Companies are increasingly outsourcing IT functions to external data centres, either through collocation, where they have their own infrastructure offsite, or through the cloud where they have shared access to storage and software – or a mix of both.
It’s a rapidly expanding sector. Analysts estimate that the global cloud market will be worth $180 billion by the end of 2015. This expansion will be driven by an increase in the number of internet users – by 2017 an estimated 3.6 billion people will be online, up from 2.3 billion in 2012 – with video and audio streaming expected to make up the bulk of increased activity.
This has implications for global carbon emissions and energy use. While the outsourcing of computing services can decarbonise business operations, it also drives up data centres’ energy use and emissions. Data centres can be vast and energy hungry. The bigger ones are the equivalent of about four football pitches in size, and can require 10-20 megawatts of electricity to power and cool them.
The Climate Group’s recent SMARTer 2020 report predicts that data-centre energy use will increase by 81 per cent up to 2020, which would make it the fastest growing part of the international IT sector’s energy footprint, which is already 2 per cent of global emissions.
Given the world is trying to decarbonise, how data centres are powered and cooled has moved steadily up corporate and regulator agendas.
Significantly, a climate change agreement (CCA) has recently been negotiated for data centres in the UK. Under the CCA, data-centre operators have to achieve a 30 per cent reduction in non-IT energy consumption between 2011 and 2020 through improved energy efficiency. This is a formal recognition by the government that the sector is now large and mature enough to contribute to cutting UK carbon emissions. If companies achieve the targets, they pay lower or even no carbon taxes, notably the climate change levy and the carbon reduction commitment.

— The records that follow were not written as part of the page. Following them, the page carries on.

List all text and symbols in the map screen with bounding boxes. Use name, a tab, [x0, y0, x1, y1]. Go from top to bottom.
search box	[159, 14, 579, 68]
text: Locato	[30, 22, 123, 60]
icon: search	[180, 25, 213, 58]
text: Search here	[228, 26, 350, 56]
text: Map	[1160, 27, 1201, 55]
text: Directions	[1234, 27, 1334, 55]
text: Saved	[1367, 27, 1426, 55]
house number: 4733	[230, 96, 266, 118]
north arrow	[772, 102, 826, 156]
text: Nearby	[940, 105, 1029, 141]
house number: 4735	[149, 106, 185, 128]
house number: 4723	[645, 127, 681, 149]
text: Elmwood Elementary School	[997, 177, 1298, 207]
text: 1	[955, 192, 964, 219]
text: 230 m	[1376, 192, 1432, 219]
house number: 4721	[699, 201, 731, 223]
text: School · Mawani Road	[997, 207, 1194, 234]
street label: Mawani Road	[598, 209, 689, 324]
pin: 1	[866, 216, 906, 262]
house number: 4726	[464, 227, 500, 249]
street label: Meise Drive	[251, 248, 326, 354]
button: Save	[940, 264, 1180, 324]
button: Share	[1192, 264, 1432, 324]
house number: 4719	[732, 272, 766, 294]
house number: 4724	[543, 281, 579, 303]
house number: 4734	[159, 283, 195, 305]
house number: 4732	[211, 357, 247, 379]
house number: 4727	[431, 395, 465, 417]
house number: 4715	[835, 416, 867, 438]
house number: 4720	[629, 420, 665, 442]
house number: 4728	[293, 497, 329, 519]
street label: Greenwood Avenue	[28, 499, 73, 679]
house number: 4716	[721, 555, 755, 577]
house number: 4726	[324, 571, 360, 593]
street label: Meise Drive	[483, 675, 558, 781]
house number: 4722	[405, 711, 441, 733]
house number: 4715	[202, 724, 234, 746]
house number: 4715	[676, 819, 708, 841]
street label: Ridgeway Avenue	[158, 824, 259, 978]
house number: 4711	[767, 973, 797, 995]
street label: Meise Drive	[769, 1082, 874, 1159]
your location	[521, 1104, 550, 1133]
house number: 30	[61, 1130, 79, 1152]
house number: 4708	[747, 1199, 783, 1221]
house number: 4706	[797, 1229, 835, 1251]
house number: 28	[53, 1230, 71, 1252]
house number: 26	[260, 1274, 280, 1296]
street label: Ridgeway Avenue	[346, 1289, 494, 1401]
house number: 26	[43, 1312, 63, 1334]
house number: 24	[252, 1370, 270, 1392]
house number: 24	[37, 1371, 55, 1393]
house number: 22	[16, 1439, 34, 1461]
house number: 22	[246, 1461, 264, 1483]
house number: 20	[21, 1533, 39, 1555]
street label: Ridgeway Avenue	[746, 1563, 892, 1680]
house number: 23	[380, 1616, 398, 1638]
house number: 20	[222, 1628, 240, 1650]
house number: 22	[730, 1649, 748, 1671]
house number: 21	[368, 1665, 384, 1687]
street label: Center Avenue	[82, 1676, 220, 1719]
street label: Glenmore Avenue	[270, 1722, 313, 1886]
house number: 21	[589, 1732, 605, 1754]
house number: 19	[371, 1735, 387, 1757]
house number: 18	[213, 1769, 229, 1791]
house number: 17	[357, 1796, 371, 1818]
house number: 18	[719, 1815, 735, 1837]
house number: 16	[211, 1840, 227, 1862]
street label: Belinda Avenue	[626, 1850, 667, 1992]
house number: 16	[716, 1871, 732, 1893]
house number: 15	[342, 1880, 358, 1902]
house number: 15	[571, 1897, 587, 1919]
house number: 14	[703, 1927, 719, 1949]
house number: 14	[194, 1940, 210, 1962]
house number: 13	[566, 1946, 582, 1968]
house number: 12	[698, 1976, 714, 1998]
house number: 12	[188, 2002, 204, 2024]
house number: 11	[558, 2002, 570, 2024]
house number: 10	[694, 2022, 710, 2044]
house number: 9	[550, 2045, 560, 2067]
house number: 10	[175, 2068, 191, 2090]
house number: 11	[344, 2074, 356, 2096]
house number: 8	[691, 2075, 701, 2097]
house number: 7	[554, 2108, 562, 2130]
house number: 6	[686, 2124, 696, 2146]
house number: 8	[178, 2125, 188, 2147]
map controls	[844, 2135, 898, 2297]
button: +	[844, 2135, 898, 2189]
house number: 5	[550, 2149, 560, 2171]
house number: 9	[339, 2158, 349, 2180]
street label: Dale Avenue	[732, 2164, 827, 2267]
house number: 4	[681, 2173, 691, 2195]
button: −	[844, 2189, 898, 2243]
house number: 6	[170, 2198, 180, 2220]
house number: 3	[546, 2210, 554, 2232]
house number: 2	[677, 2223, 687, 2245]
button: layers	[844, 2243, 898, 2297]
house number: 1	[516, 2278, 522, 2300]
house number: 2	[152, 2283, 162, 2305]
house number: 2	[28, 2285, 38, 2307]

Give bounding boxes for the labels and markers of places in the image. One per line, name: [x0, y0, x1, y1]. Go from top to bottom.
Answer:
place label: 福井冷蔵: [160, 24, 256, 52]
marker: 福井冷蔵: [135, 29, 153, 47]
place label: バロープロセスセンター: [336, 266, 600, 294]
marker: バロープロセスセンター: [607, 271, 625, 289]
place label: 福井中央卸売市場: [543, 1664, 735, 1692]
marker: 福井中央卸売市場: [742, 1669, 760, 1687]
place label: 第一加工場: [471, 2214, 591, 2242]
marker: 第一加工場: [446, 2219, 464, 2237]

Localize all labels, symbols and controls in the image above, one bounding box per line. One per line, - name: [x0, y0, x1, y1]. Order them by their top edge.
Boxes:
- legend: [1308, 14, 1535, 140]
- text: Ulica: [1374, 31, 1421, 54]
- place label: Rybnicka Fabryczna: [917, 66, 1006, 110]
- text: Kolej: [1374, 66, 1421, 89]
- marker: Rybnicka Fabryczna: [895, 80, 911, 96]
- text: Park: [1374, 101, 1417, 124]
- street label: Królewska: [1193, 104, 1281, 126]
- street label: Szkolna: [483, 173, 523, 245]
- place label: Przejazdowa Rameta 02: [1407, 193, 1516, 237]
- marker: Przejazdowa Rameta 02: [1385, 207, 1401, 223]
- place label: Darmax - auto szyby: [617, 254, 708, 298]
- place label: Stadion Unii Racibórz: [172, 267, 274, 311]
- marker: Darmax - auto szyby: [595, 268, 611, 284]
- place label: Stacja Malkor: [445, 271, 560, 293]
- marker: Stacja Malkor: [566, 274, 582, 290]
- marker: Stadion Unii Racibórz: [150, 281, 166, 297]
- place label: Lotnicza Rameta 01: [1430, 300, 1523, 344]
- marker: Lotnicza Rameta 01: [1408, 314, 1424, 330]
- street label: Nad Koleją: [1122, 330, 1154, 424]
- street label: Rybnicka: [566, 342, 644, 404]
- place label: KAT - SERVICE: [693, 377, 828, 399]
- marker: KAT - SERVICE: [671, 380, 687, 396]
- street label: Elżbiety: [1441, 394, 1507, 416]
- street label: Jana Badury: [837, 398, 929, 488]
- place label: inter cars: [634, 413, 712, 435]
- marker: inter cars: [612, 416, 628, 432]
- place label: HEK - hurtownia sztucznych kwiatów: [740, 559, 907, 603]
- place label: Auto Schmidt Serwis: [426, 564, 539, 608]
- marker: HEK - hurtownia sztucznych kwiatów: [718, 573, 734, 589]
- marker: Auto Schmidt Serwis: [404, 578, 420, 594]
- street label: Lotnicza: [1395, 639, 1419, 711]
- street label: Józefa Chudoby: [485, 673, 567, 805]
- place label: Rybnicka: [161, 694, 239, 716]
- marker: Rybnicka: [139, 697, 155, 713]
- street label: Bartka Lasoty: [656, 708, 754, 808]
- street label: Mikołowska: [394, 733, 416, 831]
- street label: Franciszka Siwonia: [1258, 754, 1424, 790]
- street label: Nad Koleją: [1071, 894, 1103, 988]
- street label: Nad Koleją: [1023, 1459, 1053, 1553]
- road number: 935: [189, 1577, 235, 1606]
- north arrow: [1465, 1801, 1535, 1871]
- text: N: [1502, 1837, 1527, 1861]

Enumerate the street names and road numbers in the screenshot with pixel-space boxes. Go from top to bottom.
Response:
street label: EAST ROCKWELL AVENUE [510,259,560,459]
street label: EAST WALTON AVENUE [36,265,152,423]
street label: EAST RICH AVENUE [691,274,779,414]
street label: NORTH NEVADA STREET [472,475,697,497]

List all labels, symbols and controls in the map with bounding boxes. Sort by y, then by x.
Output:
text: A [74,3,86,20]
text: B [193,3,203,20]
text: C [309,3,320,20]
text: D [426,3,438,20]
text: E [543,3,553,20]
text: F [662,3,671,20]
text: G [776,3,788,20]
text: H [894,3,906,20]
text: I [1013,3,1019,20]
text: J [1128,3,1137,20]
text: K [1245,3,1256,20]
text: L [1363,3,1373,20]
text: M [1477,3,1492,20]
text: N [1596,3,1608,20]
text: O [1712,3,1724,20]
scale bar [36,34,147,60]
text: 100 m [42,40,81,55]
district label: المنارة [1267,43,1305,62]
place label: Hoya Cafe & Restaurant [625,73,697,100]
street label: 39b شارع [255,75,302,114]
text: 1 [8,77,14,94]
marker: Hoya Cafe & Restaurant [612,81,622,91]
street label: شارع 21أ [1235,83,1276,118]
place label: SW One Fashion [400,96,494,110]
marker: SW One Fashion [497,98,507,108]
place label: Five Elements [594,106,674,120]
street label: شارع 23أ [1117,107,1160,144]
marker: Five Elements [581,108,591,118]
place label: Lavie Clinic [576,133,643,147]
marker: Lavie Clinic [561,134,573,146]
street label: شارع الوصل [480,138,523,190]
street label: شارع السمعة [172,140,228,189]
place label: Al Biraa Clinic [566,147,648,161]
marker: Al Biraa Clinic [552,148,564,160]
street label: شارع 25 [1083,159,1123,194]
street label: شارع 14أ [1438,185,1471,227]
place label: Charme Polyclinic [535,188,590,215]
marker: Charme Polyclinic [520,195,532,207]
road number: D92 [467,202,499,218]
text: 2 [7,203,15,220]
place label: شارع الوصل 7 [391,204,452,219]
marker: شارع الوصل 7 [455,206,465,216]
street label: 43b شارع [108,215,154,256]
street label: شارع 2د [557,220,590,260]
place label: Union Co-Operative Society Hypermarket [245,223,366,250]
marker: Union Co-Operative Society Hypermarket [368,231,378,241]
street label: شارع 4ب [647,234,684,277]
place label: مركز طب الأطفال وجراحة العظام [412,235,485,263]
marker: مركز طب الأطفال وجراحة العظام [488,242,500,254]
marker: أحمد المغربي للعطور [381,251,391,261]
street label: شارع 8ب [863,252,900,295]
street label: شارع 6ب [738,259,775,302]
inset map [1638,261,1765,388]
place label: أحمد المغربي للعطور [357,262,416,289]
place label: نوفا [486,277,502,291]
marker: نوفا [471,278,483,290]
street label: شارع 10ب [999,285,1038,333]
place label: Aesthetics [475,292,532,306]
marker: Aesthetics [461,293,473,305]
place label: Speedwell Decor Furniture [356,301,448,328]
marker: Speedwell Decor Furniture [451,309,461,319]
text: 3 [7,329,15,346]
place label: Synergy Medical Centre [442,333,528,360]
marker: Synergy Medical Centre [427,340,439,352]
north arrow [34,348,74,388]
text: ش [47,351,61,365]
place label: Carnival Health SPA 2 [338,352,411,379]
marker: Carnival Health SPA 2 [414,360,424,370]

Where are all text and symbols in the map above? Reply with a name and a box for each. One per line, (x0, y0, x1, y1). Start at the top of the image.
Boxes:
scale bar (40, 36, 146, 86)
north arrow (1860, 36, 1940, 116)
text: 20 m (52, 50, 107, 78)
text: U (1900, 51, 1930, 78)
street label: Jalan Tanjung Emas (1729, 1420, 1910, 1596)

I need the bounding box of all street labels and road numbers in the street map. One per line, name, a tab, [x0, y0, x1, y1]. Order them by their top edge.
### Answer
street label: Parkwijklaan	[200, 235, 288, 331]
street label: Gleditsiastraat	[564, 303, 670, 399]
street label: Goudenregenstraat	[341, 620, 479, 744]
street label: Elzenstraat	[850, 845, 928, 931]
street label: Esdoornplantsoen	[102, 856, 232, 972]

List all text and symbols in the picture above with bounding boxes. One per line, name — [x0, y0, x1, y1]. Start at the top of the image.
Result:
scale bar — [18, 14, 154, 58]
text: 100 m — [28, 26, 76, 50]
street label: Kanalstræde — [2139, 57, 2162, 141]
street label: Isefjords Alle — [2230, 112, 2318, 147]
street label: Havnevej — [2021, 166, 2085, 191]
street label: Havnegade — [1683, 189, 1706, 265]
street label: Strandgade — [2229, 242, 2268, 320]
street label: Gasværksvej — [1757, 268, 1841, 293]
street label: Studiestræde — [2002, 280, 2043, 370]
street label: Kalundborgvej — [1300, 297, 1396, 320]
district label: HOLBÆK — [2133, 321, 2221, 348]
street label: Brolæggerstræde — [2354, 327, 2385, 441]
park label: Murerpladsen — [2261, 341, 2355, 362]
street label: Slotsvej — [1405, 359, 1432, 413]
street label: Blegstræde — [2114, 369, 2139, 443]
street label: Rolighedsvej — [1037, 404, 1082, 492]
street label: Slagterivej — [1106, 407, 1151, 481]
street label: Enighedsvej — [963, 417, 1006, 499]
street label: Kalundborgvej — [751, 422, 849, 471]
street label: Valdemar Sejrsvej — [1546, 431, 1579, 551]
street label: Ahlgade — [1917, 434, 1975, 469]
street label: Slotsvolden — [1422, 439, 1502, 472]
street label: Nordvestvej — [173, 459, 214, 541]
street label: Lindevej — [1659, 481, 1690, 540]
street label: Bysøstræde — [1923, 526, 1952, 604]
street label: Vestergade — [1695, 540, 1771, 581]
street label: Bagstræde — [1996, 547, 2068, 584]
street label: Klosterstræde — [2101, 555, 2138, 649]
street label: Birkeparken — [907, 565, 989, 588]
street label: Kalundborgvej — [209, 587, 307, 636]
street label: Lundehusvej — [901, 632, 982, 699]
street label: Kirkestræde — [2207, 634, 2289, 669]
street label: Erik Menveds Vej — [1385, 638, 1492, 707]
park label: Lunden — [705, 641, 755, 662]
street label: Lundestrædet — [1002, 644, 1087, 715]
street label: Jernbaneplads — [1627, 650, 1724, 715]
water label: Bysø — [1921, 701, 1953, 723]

Energy-efficiency concerns are often more to do with reducing costs than environmental impacts
Pressure to improve efficiency is also coming from data-centre customers, though energy-efficiency concerns are often more to do with reducing costs than environmental impacts.
Not always though. “There are some larger clients, and in particular the public sector, that do take account of our green credentials,” says Hugh Gillen, director of data centre and cloud at Onyx Group, which runs five data centres, all in the UK. “The majority of tenders we respond to now have mandatory requirements regards energy efficient initiatives – it’s definitely coming into the mainstream more and more.”
INVESTING IN RENEWABLES
Some companies that own and use data centres – Apple, Facebook and Google, for example – have not only invested in improving the efficiency of their facilities, but are also committed to powering them with renewable energy.
Greenpeace, in its recent Clicking Clean report, noted that six major cloud brands – Apple, Box, Facebook, Google, Rackspace and Salesforce – have committed to powering data centers with 100 per cent renewable energy, something it is calling for across the sector.
Often, this means locating data centres in places where there is a ready supply of renewable power. For instance, Iceland-based GreenQloud is setting up its first data centre in the United States near Seattle because the utility company there sources 95 per cent of its energy from hydropower. Last year, Facebook built its first major data centre outside the US at Lulea in Sweden. It, too, is powered by hydroelectricity and benefits from the cooling effects of the sub-arctic climate.
This is not often practical though. “There are some of our customers that are interested in renewables, but typically in Europe there’s not generally widely available renewable energy at commercially compelling rates,” says James Tyler, chief commercial officer at TelecityGroup, which runs 39 data centres across Europe. “So the conversations we typically have are about energy efficiency as opposed to renewable energy supply.”
It’s because data centres are constantly investing in the latest data-infrastructure management, software and power-management technology to improve efficiency and remain competitive that outsourcing data services can often be more efficient and a lower-carbon option than keeping IT functions in-house.
That said, the IT sector and data-centre operators will need to carry out a tricky balancing act. Despite the fact that many of their products and services enable others to reduce carbon emissions and energy use, rapidly increasing demand for them could lead to a net carbon and energy-use gain. Constantly improving energy efficiency and renewable energy sourcing where possible will be key to ensuring this doesn’t happen.